PROBLEM DESCRIPTION.
Scan the entries below for the word "fillStyle", then copy each line that holds it.

[Stored data entries]
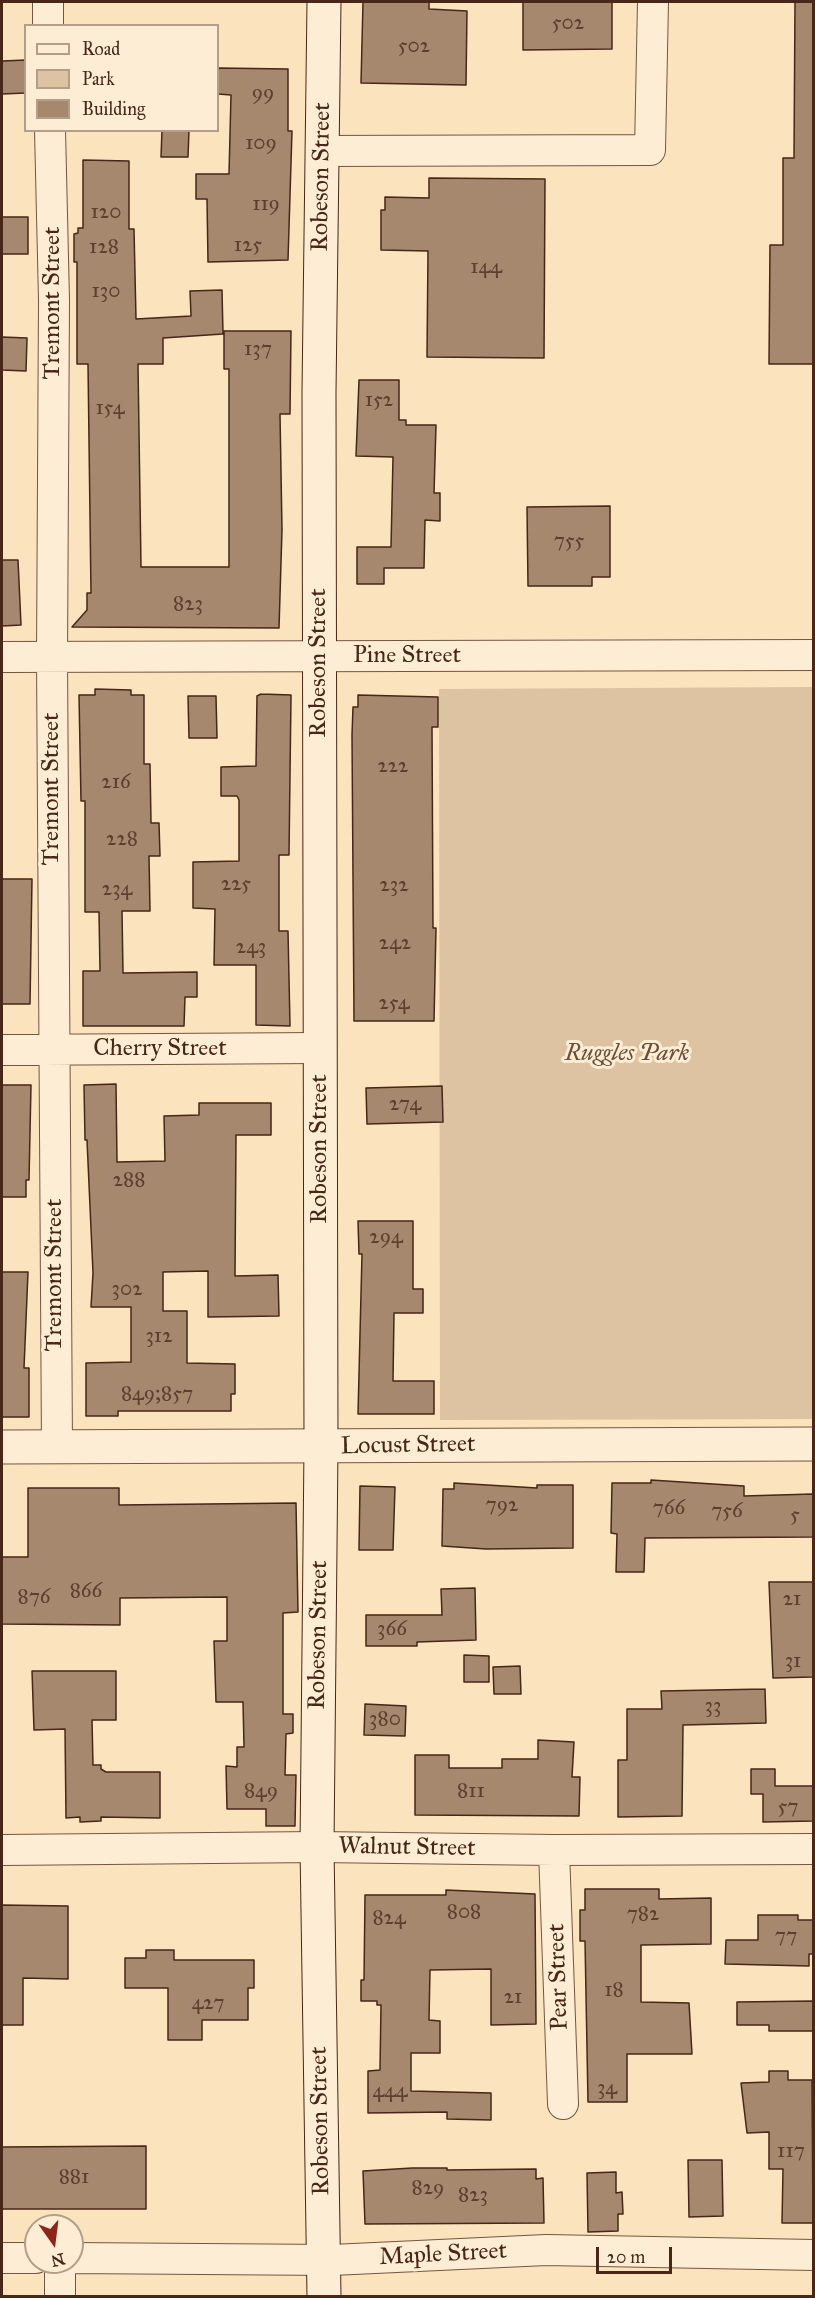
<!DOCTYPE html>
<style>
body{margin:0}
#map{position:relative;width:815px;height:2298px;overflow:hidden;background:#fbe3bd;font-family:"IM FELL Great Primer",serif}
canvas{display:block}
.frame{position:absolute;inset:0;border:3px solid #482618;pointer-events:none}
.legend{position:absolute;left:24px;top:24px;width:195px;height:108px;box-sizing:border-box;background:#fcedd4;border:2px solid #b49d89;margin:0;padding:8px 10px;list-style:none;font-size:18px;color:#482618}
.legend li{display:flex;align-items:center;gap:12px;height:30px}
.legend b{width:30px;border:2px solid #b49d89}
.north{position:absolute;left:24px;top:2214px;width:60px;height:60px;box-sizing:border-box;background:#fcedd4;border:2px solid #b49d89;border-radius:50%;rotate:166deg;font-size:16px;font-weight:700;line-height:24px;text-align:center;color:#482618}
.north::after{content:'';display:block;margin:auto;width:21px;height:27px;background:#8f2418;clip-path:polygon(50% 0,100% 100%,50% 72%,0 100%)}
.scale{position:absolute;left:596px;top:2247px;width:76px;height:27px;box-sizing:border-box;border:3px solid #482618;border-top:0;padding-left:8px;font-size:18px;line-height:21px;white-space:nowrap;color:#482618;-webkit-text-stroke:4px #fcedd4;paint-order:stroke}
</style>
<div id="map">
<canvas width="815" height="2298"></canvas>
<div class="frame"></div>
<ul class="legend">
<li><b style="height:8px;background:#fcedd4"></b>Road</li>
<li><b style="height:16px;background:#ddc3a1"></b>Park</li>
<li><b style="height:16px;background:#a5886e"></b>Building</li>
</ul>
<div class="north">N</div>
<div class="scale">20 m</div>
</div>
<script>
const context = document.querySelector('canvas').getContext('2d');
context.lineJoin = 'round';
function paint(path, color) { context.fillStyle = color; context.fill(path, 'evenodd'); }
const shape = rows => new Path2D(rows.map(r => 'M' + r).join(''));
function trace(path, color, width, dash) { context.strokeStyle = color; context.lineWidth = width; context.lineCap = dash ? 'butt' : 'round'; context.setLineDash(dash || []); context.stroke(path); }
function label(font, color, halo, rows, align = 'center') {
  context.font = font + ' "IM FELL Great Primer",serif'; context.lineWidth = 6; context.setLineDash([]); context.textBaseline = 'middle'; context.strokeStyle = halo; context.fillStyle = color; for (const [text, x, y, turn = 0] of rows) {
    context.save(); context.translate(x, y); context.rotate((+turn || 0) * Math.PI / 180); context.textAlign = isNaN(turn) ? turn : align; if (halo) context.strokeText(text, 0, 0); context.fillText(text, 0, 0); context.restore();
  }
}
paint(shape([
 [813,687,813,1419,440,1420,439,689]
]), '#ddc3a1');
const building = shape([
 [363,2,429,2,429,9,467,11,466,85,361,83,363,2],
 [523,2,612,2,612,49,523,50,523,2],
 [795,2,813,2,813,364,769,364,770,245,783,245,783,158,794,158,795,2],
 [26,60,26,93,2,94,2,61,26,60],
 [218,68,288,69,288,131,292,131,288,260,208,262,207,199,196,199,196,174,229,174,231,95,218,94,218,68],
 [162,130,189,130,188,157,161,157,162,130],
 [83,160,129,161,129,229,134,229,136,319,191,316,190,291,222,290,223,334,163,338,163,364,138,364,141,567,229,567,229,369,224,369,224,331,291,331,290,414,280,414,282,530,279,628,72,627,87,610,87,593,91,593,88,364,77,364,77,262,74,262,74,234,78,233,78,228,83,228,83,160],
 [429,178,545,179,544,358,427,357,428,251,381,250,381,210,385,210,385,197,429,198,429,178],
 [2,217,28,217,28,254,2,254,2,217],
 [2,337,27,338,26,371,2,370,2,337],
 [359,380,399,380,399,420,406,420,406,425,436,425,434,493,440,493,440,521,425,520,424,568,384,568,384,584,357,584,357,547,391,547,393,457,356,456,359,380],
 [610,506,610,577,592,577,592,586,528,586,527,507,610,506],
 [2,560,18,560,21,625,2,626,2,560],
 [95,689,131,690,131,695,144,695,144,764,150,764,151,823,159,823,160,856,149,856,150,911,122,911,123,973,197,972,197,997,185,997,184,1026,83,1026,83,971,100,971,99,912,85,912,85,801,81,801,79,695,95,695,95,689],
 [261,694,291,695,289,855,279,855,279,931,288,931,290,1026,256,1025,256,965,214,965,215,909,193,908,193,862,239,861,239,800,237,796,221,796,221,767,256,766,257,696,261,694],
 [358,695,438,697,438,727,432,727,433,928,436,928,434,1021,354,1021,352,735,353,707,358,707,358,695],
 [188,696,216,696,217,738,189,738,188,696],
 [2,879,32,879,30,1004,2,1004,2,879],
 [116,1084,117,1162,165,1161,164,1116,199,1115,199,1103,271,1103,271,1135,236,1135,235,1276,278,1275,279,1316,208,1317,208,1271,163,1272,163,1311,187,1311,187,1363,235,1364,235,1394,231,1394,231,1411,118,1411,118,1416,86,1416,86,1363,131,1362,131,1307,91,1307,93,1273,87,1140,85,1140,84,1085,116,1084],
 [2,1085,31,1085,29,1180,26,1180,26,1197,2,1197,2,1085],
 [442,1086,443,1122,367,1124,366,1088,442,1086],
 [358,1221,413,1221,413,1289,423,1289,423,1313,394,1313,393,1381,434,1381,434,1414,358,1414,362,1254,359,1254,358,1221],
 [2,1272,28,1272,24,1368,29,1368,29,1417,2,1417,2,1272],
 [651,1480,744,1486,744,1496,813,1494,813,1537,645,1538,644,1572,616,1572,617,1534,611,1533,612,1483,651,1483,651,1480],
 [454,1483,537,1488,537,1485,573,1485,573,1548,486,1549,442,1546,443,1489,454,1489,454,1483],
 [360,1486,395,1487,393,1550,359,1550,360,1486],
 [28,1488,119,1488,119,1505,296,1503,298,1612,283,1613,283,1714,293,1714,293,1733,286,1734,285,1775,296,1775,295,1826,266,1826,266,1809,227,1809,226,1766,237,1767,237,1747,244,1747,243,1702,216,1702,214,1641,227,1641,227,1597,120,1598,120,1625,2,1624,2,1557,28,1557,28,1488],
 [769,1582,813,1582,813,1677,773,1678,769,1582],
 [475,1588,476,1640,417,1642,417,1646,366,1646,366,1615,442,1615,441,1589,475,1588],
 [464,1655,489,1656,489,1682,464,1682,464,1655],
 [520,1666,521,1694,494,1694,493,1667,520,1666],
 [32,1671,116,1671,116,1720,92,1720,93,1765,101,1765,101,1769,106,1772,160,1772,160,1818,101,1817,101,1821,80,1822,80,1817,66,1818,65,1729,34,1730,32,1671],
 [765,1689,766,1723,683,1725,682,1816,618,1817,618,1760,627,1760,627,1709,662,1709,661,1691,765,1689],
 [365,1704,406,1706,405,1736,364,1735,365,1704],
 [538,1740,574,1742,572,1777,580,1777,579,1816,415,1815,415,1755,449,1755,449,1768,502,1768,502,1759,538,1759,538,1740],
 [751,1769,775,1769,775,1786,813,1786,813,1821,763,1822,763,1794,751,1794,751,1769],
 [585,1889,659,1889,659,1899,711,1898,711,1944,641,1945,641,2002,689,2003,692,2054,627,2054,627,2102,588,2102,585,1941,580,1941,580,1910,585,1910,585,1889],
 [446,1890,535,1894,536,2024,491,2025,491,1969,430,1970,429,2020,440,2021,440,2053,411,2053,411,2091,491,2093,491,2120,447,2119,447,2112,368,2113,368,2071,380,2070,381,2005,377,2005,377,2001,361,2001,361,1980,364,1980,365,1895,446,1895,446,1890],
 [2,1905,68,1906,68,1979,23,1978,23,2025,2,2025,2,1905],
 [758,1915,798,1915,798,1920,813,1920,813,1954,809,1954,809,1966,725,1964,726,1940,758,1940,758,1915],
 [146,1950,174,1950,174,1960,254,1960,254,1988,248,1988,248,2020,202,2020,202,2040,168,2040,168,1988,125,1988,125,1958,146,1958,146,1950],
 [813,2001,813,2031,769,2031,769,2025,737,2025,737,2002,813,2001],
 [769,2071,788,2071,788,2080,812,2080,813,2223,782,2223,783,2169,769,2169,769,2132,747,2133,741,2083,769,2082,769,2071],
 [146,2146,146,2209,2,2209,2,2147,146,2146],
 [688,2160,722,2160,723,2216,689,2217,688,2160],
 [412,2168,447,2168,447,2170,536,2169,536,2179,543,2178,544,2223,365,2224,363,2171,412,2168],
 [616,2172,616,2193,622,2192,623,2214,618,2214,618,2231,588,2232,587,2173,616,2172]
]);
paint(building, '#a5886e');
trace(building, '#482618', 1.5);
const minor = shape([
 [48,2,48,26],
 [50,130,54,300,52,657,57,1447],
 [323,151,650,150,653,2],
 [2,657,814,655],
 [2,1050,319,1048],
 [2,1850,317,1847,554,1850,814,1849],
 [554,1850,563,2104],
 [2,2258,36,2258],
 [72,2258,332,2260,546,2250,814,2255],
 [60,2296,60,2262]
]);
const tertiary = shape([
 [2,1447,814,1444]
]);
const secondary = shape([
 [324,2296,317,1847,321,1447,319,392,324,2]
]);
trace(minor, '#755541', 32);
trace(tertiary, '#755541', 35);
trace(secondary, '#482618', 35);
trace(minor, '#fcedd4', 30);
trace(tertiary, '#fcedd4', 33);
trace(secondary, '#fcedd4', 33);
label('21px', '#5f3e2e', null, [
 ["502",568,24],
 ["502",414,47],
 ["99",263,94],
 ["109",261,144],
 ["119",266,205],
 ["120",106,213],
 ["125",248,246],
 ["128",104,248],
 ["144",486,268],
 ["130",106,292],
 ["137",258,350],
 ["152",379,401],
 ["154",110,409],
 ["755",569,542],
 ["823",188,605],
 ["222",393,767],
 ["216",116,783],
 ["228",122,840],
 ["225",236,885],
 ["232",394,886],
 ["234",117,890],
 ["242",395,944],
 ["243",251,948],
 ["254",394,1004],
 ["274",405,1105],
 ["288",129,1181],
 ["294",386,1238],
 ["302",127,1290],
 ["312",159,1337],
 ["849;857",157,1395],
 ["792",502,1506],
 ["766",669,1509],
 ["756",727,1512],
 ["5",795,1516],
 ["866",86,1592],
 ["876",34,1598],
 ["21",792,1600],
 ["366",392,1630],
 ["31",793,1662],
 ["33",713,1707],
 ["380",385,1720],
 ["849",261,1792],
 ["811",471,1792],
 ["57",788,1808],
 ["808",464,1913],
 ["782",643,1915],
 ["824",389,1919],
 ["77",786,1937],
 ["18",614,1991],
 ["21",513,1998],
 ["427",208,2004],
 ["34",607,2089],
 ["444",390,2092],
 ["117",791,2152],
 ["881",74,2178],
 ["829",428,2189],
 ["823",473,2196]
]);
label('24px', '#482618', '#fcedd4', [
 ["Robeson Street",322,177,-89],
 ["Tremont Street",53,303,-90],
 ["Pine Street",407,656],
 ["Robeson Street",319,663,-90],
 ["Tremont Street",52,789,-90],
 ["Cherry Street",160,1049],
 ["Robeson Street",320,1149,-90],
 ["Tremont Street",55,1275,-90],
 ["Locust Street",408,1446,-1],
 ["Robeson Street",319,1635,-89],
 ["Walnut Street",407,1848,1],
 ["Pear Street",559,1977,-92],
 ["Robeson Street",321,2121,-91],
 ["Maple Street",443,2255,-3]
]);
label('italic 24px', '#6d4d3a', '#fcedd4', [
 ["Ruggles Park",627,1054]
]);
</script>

EXERCISE RESULT.
function paint(path, color) { context.fillStyle = color; context.fill(path, 'evenodd'); }
  context.font = font + ' "IM FELL Great Primer",serif'; context.lineWidth = 6; context.setLineDash([]); context.textBaseline = 'middle'; context.strokeStyle = halo; context.fillStyle = color; for (const [text, x, y, turn = 0] of rows) {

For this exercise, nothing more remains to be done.